══ Given data

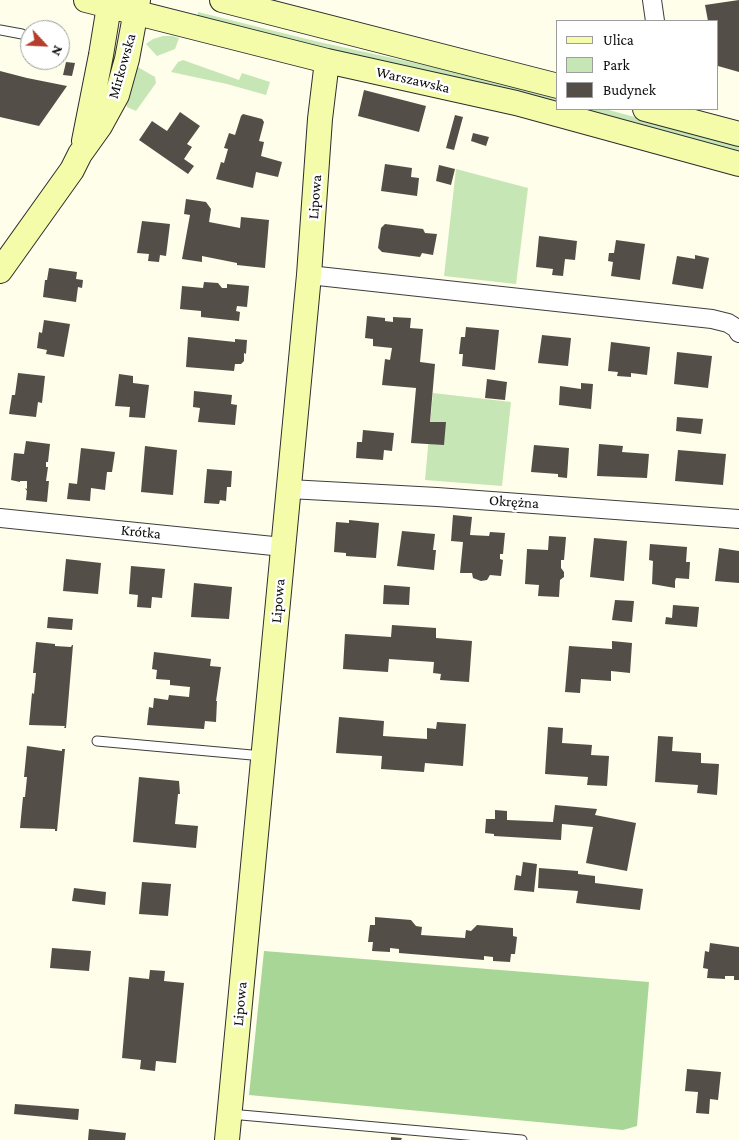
<!DOCTYPE html>
<meta charset="utf-8">
<style>
body{margin:0}
#map{position:relative;width:739px;height:1140px;overflow:hidden;background:#fefeea;font-family:"Crimson Pro",serif}
canvas{display:block}
.legend{position:absolute;left:556px;top:20px;width:162px;height:90px;box-sizing:border-box;background:#fff;border:1px solid #9d9d9d;margin:0;padding:6px 9px;list-style:none;font-size:15px;color:#0b0b0b}
.legend li{display:flex;align-items:center;gap:10px;height:25px}
.legend b{width:25px;border:1px solid #9d9d9d}
.north{position:absolute;left:20px;top:20px;width:50px;height:50px;box-sizing:border-box;background:#fff;border:1px solid #9d9d9d;border-radius:50%;rotate:115deg;font-size:14px;font-weight:700;line-height:20px;text-align:center;color:#0b0b0b}
.north::after{content:'';display:block;margin:auto;width:18px;height:22px;background:#b33e2b;clip-path:polygon(50% 0,100% 100%,50% 72%,0 100%)}
</style>
<div id="map">
<canvas width="739" height="1140"></canvas>
<ul class="legend">
<li><b style="height:6px;background:#f4fba9"></b>Ulica</li>
<li><b style="height:14px;background:#c6e6b6"></b>Park</li>
<li><b style="height:14px;background:#534e48"></b>Budynek</li>
</ul>
<div class="north">N</div>
</div>
<script>
const context = document.querySelector('canvas').getContext('2d');
context.lineJoin = 'round';
function fillPath(path, color) { context.fillStyle = color; context.fill(path, 'evenodd'); }
const shape = rows => new Path2D(rows.map(r => 'M' + r).join(''));
function stroke(path, color, width, dash) { context.strokeStyle = color; context.lineWidth = width; context.lineCap = dash ? 'butt' : 'round'; context.setLineDash(dash || []); context.stroke(path); }
function drawText(font, color, halo, rows, align = 'center') {
  context.font = font + ' "Crimson Pro",serif'; context.lineWidth = 5; context.setLineDash([]); context.textBaseline = 'middle'; context.strokeStyle = halo; context.fillStyle = color; for (const [text, x, y, turn = 0] of rows) {
    context.save(); context.translate(x, y); context.rotate((+turn || 0) * Math.PI / 180); context.textAlign = isNaN(turn) ? turn : align; if (halo) context.strokeText(text, 0, 0); context.fillText(text, 0, 0); context.restore();
  }
}
const green = shape([
 [198,12,319,42,497,81,558,96,558,102,327,51,197,18],
 [172,36,179,38,175,49,157,56,146,44,153,39,163,36],
 [183,60,239,80,242,73,270,82,266,95,227,84,171,72,178,62],
 [136,66,155,77,156,83,136,111,127,107,126,103],
 [581,109,605,109,646,120,739,146,739,152],
 [456,169,528,188,516,284,444,276],
 [433,393,511,402,502,486,425,480]
]);
const forest = shape([
 [264,951,649,982,637,1126,623,1130,249,1095]
]);
const building = shape([
 [739,0,739,72,718,66,718,21,708,21,705,5],
 [66,62,75,63,72,76,63,75],
 [0,71,27,78,67,86,39,126,0,117],
 [364,90,426,106,419,132,358,116],
 [180,112,200,126,187,144,192,147,184,159,194,166,188,174,139,140,152,121,167,131],
 [243,114,262,119,264,122,259,141,264,142,261,156,282,162,278,177,256,172,253,188,216,179,221,162,224,163,228,149,224,148,229,133,235,135,241,116],
 [455,115,463,117,454,150,446,148],
 [473,133,489,137,486,146,471,141],
 [385,164,412,168,411,177,419,178,417,196,381,191],
 [439,165,455,169,451,185,436,181],
 [186,199,206,202,211,209,209,222,240,228,241,217,269,220,265,268,237,265,237,263,202,256,202,262,182,259,190,215,184,214],
 [142,221,170,224,166,256,160,255,159,262,148,261,149,254,137,253],
 [385,224,423,229,425,233,437,234,433,255,422,253,420,257,382,252,378,248,381,228],
 [539,236,577,241,575,260,565,259,563,276,552,275,553,269,536,267],
 [616,240,645,244,640,280,611,276,613,262,608,261,609,253,614,253],
 [695,255,709,258,703,289,672,284,677,256,695,259],
 [49,268,77,272,76,279,83,280,82,288,78,287,76,302,43,297,45,280,47,280],
 [204,282,218,283,222,288,227,288,227,284,249,286,247,307,237,306,236,311,240,312,239,321,201,317,201,311,180,309,182,286,203,288],
 [367,316,385,318,385,321,393,322,393,317,411,318,410,328,423,329,420,362,435,364,430,422,446,422,444,445,411,443,416,388,382,385,385,359,390,360,392,348,373,346,373,339,365,338],
 [44,320,70,324,64,357,46,354,47,350,37,348,39,332,42,333],
 [466,327,499,330,495,370,462,366,463,354,459,354,461,337,465,337],
 [542,335,571,338,568,366,538,363],
 [188,337,235,342,235,339,247,340,246,354,244,353,244,361,241,364,235,364,234,371,186,367],
 [611,342,650,347,647,375,631,373,631,377,617,376,618,372,608,371],
 [677,352,712,356,708,388,674,384],
 [18,373,45,376,42,403,38,402,36,417,9,414,12,395,15,395],
 [119,374,133,376,133,383,149,385,145,418,129,417,130,407,115,406],
 [487,379,507,382,505,400,485,398],
 [581,383,593,384,591,409,559,405,560,386,581,389],
 [194,391,232,395,231,404,237,405,235,425,198,422,200,408,193,407],
 [677,417,703,419,701,434,676,431],
 [363,430,394,433,392,451,384,450,383,460,356,458,357,442,362,442],
 [26,441,50,444,48,462,46,462,46,467,48,467,46,481,49,481,47,502,26,500,27,491,25,488,27,489,27,481,20,481,20,482,11,480,14,453,24,454],
 [599,444,623,446,622,452,649,454,647,478,597,476],
 [534,445,569,448,567,478,558,477,558,474,531,472],
 [145,446,177,450,173,495,141,492],
 [81,448,115,452,112,472,107,472,105,490,91,488,90,501,67,499,69,483,77,484],
 [678,450,726,454,723,485,675,481],
 [207,469,232,471,231,487,227,487,226,501,220,500,219,504,204,503],
 [453,515,472,517,470,535,489,536,490,532,505,533,503,554,500,554,500,559,503,560,501,576,490,575,487,580,481,581,473,578,472,573,460,573,463,542,451,541],
 [349,520,379,523,376,558,346,556,346,553,334,552,336,522,349,523],
 [402,531,435,534,433,550,436,550,434,570,397,566],
 [549,536,566,537,564,560,561,560,561,568,564,572,564,577,560,580,559,597,538,596,539,585,525,584,527,549,548,550],
 [594,538,627,541,624,581,590,577],
 [650,544,687,547,686,562,690,562,689,579,676,578,675,581,675,588,652,584,653,561,649,560],
 [719,548,739,551,739,583,715,581],
 [66,559,101,563,98,594,63,591],
 [131,566,165,569,162,598,152,597,151,608,137,607,138,595,129,594],
 [194,583,232,587,229,619,191,617],
 [384,585,410,587,409,605,383,604],
 [615,600,634,601,632,622,612,620],
 [673,605,699,607,697,627,665,624,666,617,672,618],
 [48,617,73,619,72,630,47,628],
 [392,625,436,628,436,638,472,641,469,682,440,680,441,674,433,673,434,662,389,659,388,672,343,669,345,634,391,637],
 [612,641,632,643,630,673,611,671,611,681,581,679,580,693,565,692,569,646,612,649],
 [36,642,55,644,55,646,71,647,72,645,73,645,66,728,64,728,65,726,29,725,32,693,34,694,36,673,33,673],
 [154,652,211,659,210,666,221,667,216,701,217,701,216,722,205,721,204,729,147,725,149,707,153,708,154,698,168,700,169,695,189,697,190,687,170,685,170,680,156,679,157,670,152,669],
 [339,717,384,721,383,736,427,739,427,728,436,729,437,722,466,724,463,766,425,763,424,772,381,769,382,756,336,753],
 [548,727,563,728,562,743,592,745,591,755,609,756,607,786,587,785,588,777,545,774],
 [658,736,673,737,672,751,701,753,701,763,719,764,717,795,697,793,698,785,655,782],
 [27,746,62,751,62,749,65,749,57,831,55,831,55,829,20,828,23,797,25,797,27,777,24,777],
 [139,777,179,781,180,794,178,794,175,824,198,826,196,848,133,842],
 [555,805,597,809,595,815,636,823,627,871,586,863,593,827,562,824,561,840,494,836,494,834,485,833,486,819,495,819,495,810,507,811,507,820,553,822],
 [523,862,537,864,534,892,514,890,516,875,521,876],
 [539,868,578,871,578,874,595,876,595,883,643,889,640,910,576,903,578,891,538,888],
 [142,882,171,884,168,916,139,914],
 [74,888,106,892,105,905,72,901],
 [375,917,411,920,416,926,422,927,421,935,465,938,466,930,471,931,477,925,513,928,513,936,517,937,515,954,511,954,510,962,493,961,493,957,484,956,484,960,399,953,399,949,390,948,390,952,372,951,373,942,368,942,370,925,375,925],
 [710,943,739,947,739,980,734,980,734,976,725,976,725,979,707,978,708,969,703,968,705,951,709,952],
 [52,948,91,951,89,971,50,968],
 [150,970,165,971,164,981,184,983,176,1063,156,1061,155,1071,140,1069,141,1060,122,1058,129,977,149,979],
 [687,1069,721,1072,718,1100,710,1099,709,1114,696,1113,698,1092,685,1091],
 [15,1104,79,1109,78,1120,14,1114],
 [89,1129,126,1133,125,1140,88,1140],
 [391,1137,402,1138,401,1140,391,1140]
]);
const lane = shape([
 [0,30,22,34],
 [97,741,263,756],
 [230,1114,522,1140]
]);
const street = shape([
 [652,0,655,21],
 [309,275,712,319,728,323,736,328,739,333],
 [289,489,437,497,739,519],
 [0,518,283,547]
]);
const secondary = shape([
 [86,0,327,61,516,103,739,164],
 [222,0,558,86],
 [645,109,739,134],
 [84,141,101,55,110,0],
 [0,271,72,170,80,154,100,126,117,95,127,59,138,0],
 [227,1140,309,275,320,119,327,61]
]);
const streetNames = [
 ["Mirkowska",122,66,-74],
 ["Warszawska",413,80,13],
 ["Lipowa",315,197,-86],
 ["Okrężna",514,502,4],
 ["Krótka",141,532,6],
 ["Lipowa",278,601,-85],
 ["Lipowa",240,1004,-85]
];
fillPath(green, '#c6e6b6');
fillPath(forest, '#a7d697');
fillPath(building, '#534e48');
stroke(lane, '#3e3e3e', 11);
stroke(street, '#3e3e3e', 20);
stroke(secondary, '#2d2d2d', 26);
stroke(lane, '#fff', 9);
stroke(street, '#fff', 18);
stroke(secondary, '#f4fba9', 24);
drawText('15px', '#0b0b0b', '#fff', streetNames);
</script>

════

Starting at the line with "fillPath(building, '#534e48');", restate each line through the end of the records, both ends included, and stop there.

fillPath(building, '#534e48');
stroke(lane, '#3e3e3e', 11);
stroke(street, '#3e3e3e', 20);
stroke(secondary, '#2d2d2d', 26);
stroke(lane, '#fff', 9);
stroke(street, '#fff', 18);
stroke(secondary, '#f4fba9', 24);
drawText('15px', '#0b0b0b', '#fff', streetNames);
</script>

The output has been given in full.